**Data extracted from a collection**
*** Block opens ***
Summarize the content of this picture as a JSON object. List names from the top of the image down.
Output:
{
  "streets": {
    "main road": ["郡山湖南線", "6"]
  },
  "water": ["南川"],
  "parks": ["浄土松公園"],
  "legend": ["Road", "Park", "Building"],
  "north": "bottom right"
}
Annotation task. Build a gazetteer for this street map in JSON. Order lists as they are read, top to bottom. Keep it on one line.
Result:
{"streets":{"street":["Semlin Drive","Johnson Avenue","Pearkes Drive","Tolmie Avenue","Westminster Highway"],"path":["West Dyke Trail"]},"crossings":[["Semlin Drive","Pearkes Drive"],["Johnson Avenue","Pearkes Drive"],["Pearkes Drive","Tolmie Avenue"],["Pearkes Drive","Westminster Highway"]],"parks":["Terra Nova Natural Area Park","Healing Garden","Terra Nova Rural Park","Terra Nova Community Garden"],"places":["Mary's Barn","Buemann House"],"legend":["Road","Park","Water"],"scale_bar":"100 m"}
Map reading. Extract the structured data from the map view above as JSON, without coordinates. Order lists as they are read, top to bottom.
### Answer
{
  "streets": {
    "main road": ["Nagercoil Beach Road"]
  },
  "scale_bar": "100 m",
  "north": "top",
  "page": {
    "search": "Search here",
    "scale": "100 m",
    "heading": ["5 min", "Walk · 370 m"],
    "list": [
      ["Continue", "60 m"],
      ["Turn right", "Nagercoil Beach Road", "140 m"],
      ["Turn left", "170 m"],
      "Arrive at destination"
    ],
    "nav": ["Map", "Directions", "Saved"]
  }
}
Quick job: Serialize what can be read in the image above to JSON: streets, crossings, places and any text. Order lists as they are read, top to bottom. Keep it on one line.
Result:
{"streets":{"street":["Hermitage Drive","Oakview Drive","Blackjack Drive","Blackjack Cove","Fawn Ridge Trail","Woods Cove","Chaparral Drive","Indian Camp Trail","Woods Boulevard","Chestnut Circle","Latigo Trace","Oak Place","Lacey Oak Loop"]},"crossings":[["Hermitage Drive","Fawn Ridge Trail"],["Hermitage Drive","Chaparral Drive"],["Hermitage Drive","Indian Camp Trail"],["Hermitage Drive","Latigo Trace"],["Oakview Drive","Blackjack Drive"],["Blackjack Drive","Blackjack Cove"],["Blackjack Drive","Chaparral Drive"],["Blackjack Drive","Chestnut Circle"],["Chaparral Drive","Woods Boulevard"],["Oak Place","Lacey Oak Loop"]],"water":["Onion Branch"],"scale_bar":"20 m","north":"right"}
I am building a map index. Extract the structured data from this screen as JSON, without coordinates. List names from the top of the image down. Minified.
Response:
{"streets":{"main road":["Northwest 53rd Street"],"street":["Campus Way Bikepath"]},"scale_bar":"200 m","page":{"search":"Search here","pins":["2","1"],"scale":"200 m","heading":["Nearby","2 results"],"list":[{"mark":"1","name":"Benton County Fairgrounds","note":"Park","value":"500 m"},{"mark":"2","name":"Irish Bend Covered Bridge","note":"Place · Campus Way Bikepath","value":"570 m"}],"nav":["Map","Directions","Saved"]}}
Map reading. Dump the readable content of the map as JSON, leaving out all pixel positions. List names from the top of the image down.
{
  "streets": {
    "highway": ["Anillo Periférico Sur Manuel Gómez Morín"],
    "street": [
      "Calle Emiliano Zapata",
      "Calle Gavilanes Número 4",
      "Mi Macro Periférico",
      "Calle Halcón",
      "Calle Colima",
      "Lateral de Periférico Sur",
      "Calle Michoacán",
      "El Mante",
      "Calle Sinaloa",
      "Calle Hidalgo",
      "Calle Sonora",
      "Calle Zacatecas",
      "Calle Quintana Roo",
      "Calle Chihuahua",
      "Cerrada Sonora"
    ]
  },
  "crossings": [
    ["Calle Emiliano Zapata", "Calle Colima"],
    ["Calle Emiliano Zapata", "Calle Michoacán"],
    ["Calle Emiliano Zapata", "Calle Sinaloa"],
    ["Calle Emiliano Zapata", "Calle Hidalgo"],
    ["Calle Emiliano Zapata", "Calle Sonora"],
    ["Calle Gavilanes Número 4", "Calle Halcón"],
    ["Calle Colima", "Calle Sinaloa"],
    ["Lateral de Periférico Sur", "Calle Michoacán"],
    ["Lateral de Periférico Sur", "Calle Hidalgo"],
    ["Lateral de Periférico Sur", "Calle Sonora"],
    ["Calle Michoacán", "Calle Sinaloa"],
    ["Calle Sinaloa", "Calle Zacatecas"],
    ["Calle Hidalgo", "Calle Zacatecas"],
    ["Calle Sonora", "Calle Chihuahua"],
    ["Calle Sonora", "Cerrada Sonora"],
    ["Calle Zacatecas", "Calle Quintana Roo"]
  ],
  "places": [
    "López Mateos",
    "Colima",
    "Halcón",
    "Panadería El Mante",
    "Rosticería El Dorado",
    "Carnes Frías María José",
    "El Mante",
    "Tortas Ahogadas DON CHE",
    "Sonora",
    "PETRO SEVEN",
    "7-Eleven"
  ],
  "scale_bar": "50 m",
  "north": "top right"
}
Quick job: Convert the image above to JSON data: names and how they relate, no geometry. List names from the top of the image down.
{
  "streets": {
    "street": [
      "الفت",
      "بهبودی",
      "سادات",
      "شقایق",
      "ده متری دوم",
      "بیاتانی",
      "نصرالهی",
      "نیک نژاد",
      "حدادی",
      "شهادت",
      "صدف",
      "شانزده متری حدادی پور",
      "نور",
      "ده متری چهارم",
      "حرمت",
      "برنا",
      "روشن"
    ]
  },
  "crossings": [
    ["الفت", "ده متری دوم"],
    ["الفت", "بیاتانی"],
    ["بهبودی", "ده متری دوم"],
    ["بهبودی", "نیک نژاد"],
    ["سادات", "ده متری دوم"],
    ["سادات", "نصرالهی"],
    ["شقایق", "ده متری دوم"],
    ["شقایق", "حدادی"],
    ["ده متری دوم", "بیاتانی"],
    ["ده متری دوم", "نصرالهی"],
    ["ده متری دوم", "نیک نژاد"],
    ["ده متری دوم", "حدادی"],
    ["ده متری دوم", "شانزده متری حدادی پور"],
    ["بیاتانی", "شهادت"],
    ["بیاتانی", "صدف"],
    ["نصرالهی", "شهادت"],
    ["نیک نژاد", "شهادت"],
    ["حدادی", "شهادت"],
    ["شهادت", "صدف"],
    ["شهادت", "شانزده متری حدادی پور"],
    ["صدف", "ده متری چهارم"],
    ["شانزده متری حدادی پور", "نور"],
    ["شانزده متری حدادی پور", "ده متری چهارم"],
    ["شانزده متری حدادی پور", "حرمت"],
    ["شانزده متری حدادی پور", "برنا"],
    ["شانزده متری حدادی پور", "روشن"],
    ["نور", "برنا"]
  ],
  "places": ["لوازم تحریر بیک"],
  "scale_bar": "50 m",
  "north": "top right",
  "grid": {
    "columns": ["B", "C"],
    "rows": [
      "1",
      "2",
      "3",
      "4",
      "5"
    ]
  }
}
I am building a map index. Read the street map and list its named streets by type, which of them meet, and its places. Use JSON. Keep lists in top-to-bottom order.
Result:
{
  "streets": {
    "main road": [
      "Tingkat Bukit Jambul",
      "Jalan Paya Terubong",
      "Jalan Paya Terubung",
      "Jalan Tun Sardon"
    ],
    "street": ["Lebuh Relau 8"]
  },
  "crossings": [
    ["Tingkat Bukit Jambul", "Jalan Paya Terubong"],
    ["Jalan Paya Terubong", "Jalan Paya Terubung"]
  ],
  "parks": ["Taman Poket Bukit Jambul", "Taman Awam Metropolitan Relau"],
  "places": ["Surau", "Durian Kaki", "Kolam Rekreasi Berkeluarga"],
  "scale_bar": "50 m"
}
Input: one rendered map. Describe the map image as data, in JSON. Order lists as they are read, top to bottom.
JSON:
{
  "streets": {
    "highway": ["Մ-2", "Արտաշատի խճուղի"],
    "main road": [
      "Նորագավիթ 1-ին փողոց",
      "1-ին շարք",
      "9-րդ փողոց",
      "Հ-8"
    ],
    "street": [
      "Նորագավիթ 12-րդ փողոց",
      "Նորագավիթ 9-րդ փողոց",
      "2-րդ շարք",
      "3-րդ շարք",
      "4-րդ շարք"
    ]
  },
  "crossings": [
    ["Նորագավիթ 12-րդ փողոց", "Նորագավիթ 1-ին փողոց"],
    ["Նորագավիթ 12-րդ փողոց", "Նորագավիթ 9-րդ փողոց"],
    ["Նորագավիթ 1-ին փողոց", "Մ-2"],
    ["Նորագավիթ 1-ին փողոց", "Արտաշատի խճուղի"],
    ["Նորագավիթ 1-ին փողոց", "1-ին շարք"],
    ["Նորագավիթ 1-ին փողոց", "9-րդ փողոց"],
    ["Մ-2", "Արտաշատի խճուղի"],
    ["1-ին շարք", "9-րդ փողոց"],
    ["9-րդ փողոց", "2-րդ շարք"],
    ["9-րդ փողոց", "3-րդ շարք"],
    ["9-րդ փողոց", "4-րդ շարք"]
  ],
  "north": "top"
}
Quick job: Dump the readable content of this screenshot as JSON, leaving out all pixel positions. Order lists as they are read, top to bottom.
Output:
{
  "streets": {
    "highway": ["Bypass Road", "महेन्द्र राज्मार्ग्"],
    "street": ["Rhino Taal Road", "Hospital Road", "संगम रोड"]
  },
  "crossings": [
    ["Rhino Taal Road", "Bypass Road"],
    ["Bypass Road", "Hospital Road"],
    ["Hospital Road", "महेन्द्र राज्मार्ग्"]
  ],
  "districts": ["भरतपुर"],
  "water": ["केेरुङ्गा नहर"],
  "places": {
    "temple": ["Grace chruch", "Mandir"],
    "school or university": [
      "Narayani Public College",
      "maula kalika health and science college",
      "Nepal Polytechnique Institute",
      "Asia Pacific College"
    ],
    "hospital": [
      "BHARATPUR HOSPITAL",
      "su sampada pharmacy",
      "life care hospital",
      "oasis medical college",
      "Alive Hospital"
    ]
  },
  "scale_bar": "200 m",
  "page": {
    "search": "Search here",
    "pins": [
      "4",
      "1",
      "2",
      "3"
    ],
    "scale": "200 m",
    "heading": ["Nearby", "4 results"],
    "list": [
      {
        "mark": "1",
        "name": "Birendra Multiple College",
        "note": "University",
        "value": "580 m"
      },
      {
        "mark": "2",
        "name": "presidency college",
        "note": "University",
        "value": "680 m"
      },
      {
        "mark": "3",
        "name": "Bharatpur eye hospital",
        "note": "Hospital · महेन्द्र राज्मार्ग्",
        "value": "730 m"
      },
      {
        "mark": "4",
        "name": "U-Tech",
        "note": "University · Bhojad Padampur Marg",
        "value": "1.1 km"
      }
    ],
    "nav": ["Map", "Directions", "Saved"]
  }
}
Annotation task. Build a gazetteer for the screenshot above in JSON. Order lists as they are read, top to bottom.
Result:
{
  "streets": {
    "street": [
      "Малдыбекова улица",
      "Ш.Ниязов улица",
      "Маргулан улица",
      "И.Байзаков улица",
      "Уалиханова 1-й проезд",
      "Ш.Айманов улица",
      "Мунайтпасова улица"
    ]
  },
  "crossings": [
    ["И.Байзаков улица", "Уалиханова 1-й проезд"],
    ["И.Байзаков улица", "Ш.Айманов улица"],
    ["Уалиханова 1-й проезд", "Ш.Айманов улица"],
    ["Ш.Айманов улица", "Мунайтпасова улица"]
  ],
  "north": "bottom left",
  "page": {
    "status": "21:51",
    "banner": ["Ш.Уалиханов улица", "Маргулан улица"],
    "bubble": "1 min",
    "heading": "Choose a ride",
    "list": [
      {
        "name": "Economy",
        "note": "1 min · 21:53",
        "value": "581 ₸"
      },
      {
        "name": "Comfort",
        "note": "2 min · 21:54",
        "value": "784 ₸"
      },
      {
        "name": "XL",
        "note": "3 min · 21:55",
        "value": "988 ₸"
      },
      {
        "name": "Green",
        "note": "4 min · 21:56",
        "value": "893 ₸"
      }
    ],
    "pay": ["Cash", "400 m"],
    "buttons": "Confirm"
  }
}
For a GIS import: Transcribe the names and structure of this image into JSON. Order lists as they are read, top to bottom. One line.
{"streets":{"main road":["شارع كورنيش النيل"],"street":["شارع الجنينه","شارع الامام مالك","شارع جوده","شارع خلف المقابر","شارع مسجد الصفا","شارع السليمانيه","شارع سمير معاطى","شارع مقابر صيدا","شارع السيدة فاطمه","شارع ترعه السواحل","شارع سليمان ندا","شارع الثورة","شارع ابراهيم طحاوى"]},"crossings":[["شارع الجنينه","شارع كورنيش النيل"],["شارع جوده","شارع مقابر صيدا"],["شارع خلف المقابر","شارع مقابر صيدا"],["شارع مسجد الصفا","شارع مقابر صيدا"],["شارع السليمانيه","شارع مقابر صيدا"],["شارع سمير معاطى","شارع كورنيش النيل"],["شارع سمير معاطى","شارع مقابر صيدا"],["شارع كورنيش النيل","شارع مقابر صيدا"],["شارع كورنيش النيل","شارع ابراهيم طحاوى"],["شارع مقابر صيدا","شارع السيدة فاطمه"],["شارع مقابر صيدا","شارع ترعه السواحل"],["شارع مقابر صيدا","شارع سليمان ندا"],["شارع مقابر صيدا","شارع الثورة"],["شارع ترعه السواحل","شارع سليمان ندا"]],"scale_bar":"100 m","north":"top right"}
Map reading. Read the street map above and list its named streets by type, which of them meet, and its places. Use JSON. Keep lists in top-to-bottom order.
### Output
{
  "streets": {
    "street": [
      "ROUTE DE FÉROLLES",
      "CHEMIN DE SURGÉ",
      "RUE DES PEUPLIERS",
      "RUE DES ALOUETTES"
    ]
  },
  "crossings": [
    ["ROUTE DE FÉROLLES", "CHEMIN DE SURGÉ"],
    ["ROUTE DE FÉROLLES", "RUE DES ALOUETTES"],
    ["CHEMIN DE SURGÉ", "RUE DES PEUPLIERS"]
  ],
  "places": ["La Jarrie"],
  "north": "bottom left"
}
*** Block closes ***
**Problem statement**
Check the lines above and copy each one that includes "بیاتانی".

**Exercise result**
      "بیاتانی",
    ["الفت", "بیاتانی"],
    ["ده متری دوم", "بیاتانی"],
    ["بیاتانی", "شهادت"],
    ["بیاتانی", "صدف"],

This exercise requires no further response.